Report every line of the records that includes the word "they".

(SUPPLIED INFORMATION begins)

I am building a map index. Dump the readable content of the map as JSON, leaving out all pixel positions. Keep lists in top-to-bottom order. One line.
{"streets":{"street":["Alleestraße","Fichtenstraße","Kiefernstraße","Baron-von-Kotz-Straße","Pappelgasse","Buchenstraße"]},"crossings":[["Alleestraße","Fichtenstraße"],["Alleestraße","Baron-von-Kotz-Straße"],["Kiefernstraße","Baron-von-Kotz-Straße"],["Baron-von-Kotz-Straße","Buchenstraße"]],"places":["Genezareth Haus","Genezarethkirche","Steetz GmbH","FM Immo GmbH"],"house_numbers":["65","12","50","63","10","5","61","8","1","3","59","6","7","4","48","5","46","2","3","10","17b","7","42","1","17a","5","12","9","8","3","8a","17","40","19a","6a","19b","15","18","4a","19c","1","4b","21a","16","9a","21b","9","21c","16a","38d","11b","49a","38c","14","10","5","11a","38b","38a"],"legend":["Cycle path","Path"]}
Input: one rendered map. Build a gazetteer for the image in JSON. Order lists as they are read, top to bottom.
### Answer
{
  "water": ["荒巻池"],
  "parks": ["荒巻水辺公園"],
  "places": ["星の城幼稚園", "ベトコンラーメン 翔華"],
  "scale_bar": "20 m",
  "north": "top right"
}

(SUPPLIED INFORMATION ends)
(SUPPLIED INFORMATION begins)

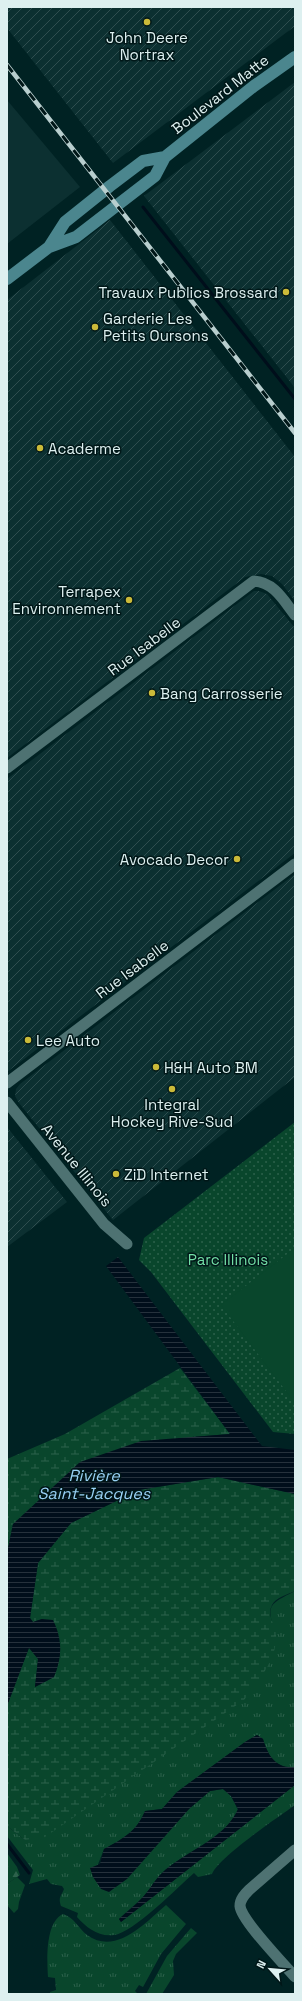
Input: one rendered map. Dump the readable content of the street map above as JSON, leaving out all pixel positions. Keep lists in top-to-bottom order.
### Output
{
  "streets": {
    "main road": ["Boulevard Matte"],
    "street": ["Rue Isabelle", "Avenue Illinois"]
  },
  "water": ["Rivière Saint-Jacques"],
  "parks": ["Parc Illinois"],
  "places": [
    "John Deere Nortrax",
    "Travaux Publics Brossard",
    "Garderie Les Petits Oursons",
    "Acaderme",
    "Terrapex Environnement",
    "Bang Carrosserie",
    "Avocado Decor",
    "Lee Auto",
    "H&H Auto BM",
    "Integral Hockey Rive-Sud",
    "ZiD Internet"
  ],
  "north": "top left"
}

(SUPPLIED INFORMATION ends)
(SUPPLIED INFORMATION begins)

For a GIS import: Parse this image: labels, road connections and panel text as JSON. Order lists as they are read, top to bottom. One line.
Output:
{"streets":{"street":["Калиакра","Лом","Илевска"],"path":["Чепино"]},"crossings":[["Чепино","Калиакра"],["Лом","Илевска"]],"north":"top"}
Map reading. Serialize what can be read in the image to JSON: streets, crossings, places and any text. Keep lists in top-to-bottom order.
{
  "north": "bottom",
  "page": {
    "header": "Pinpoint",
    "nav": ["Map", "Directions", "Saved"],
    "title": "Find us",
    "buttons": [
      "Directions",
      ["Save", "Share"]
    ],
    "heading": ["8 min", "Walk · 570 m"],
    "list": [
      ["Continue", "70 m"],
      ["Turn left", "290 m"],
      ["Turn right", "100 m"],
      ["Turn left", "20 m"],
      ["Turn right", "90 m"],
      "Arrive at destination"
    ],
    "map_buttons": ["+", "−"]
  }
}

(SUPPLIED INFORMATION ends)

• [ANSWER SECTION]:
Input: one rendered map. Build a gazetteer for the image in JSON. Order lists as they are read, top to bottom.
For a GIS import: Parse this image: labels, road connections and panel text as JSON. Order lists as they are read, top to bottom. One line.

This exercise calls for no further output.